When you transcribe the entries below, begin at their first line and stop after the line containing "Task: Summarize the"; pictures stay out.

◆ Material for this task:
####

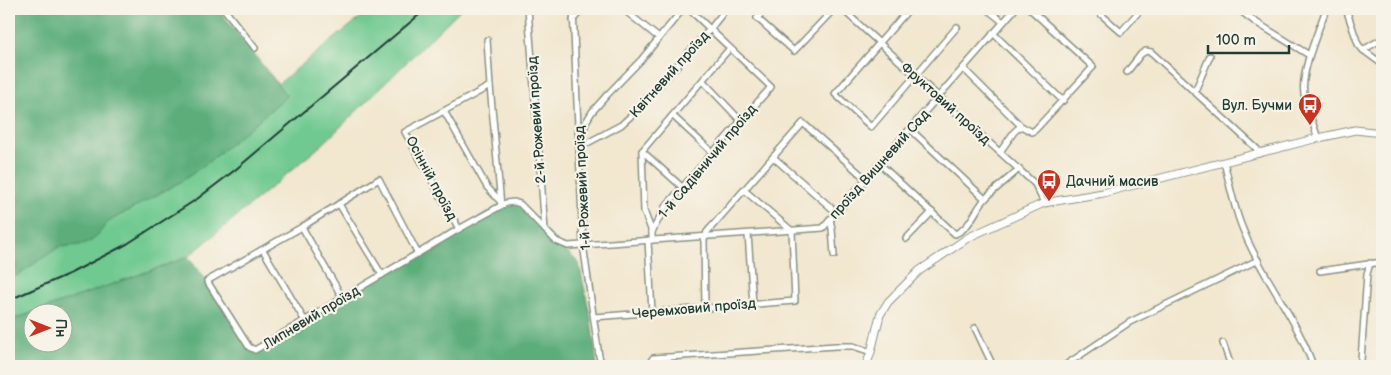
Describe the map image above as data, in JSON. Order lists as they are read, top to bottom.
{
  "streets": {
    "street": [
      "Квітневий проїзд",
      "Фруктовий проїзд",
      "2-й Рожевий проїзд",
      "1-й Садівничий проїзд",
      "проїзд Вишневий Сад",
      "Осінній проїзд",
      "1-й Рожевий проїзд",
      "Черемховий проїзд",
      "Липневий проїзд"
    ]
  },
  "crossings": [
    ["Квітневий проїзд", "1-й Рожевий проїзд"],
    ["Фруктовий проїзд", "проїзд Вишневий Сад"],
    ["1-й Садівничий проїзд", "проїзд Вишневий Сад"],
    ["1-й Садівничий проїзд", "Черемховий проїзд"],
    ["проїзд Вишневий Сад", "1-й Рожевий проїзд"],
    ["проїзд Вишневий Сад", "Черемховий проїзд"],
    ["Осінній проїзд", "Липневий проїзд"],
    ["1-й Рожевий проїзд", "Черемховий проїзд"]
  ],
  "places": {
    "bus stop": ["Вул. Бучми", "Дачний масив"]
  },
  "scale_bar": "100 m",
  "north": "right"
}
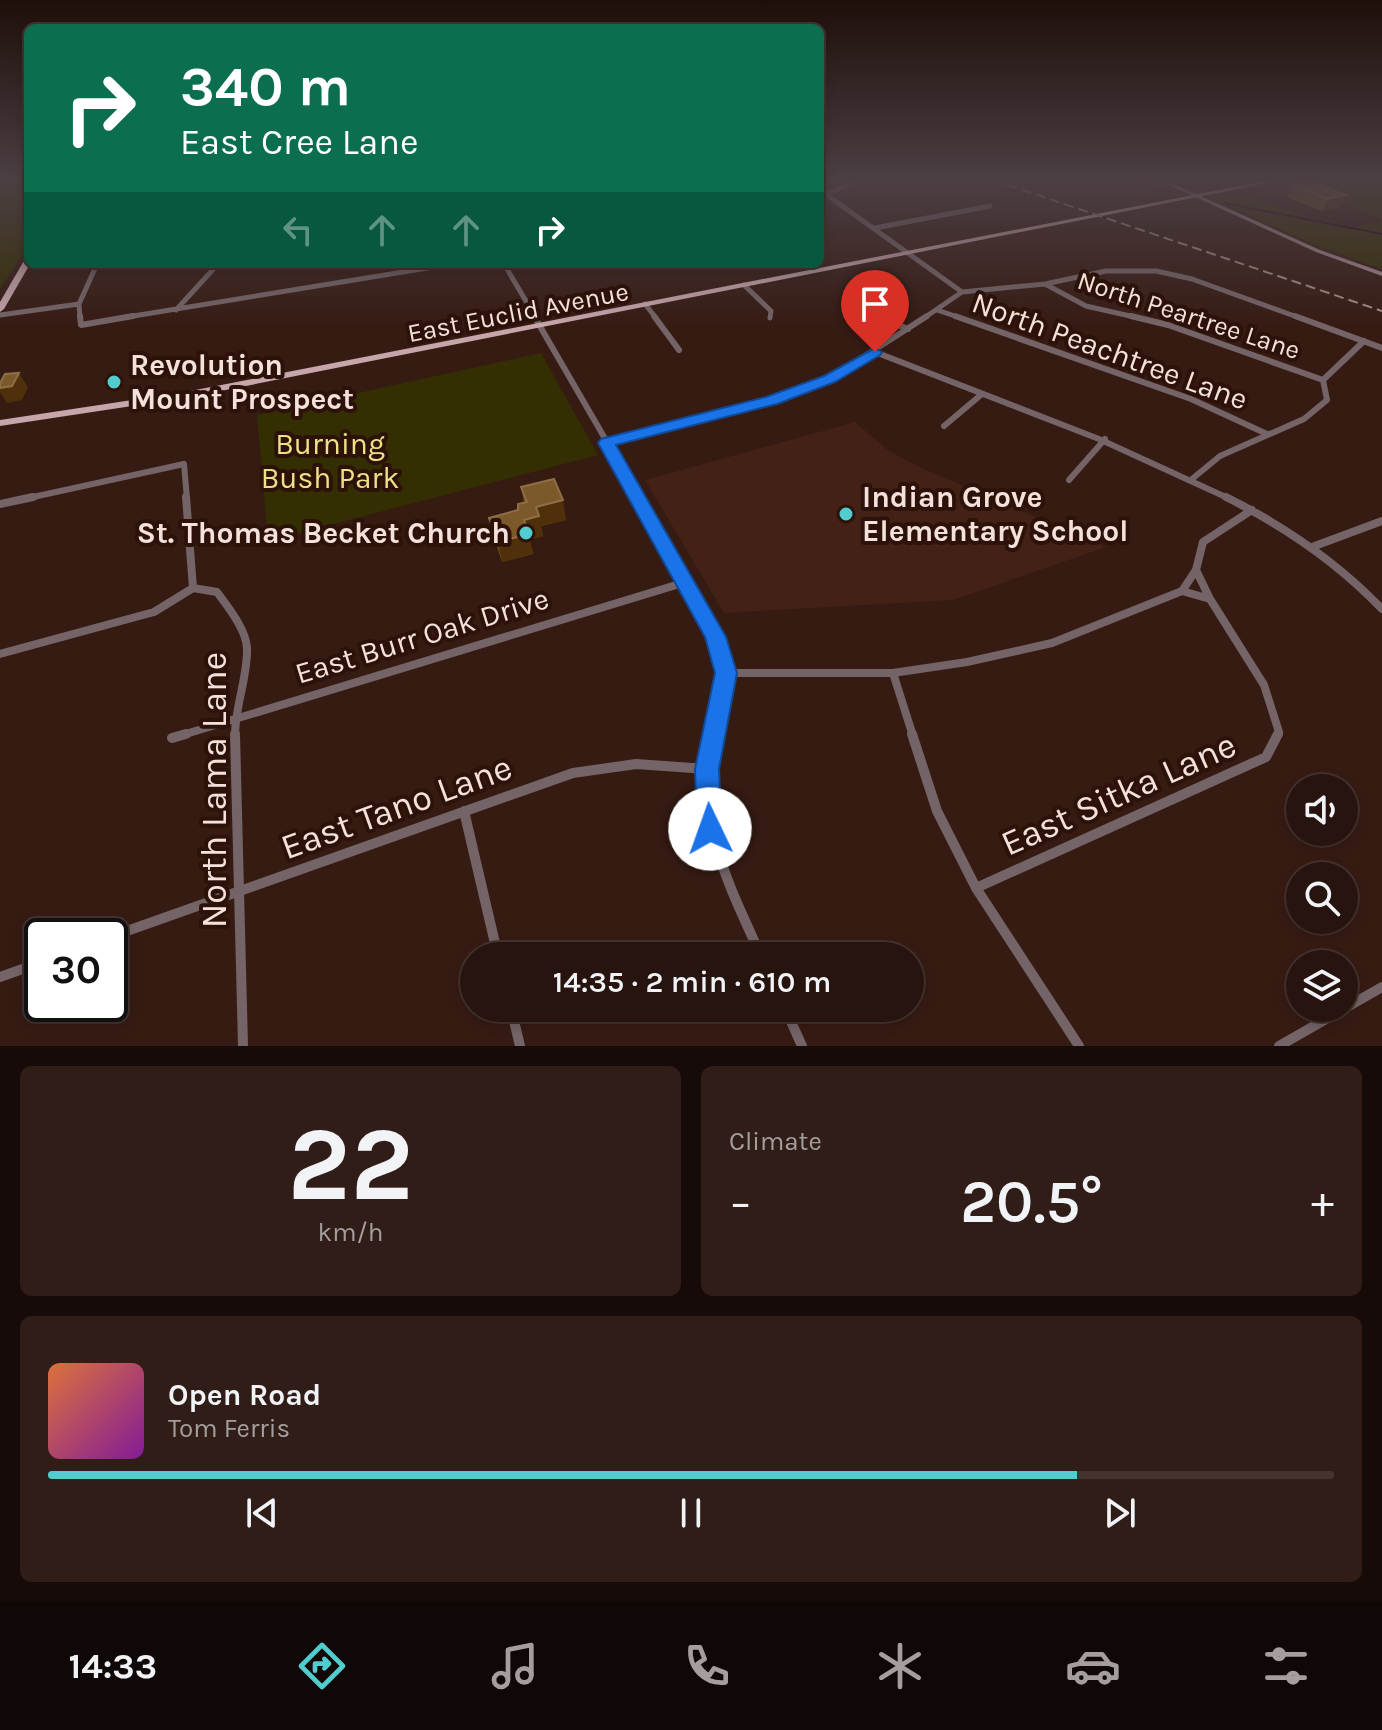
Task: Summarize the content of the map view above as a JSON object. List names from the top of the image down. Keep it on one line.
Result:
{"streets":{"main road":["East Euclid Avenue"],"street":["North Peartree Lane","North Peachtree Lane","East Burr Oak Drive","North Lama Lane","East Sitka Lane","East Tano Lane"]},"crossings":[["East Burr Oak Drive","North Lama Lane"],["North Lama Lane","East Tano Lane"]],"parks":["Burning Bush Park"],"places":["Revolution Mount Prospect","Indian Grove Elementary School","St. Thomas Becket Church"],"page":{"turn":["340 m","East Cree Lane"],"limit":"30","trip":"14:35 · 2 min · 610 m","tile":[["22","km/h"],"Climate"],"heat":["−","20.5°","+"],"song":["Open Road","Tom Ferris"],"tabs":"14:33"}}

####

◆ Exercise output:
Describe the map image above as data, in JSON. Order lists as they are read, top to bottom.
{
  "streets": {
    "street": [
      "Квітневий проїзд",
      "Фруктовий проїзд",
      "2-й Рожевий проїзд",
      "1-й Садівничий проїзд",
      "проїзд Вишневий Сад",
      "Осінній проїзд",
      "1-й Рожевий проїзд",
      "Черемховий проїзд",
      "Липневий проїзд"
    ]
  },
  "crossings": [
    ["Квітневий проїзд", "1-й Рожевий проїзд"],
    ["Фруктовий проїзд", "проїзд Вишневий Сад"],
    ["1-й Садівничий проїзд", "проїзд Вишневий Сад"],
    ["1-й Садівничий проїзд", "Черемховий проїзд"],
    ["проїзд Вишневий Сад", "1-й Рожевий проїзд"],
    ["проїзд Вишневий Сад", "Черемховий проїзд"],
    ["Осінній проїзд", "Липневий проїзд"],
    ["1-й Рожевий проїзд", "Черемховий проїзд"]
  ],
  "places": {
    "bus stop": ["Вул. Бучми", "Дачний масив"]
  },
  "scale_bar": "100 m",
  "north": "right"
}
Task: Summarize the content of the map view above as a JSON object. List names from the top of the image down. Keep it on one line.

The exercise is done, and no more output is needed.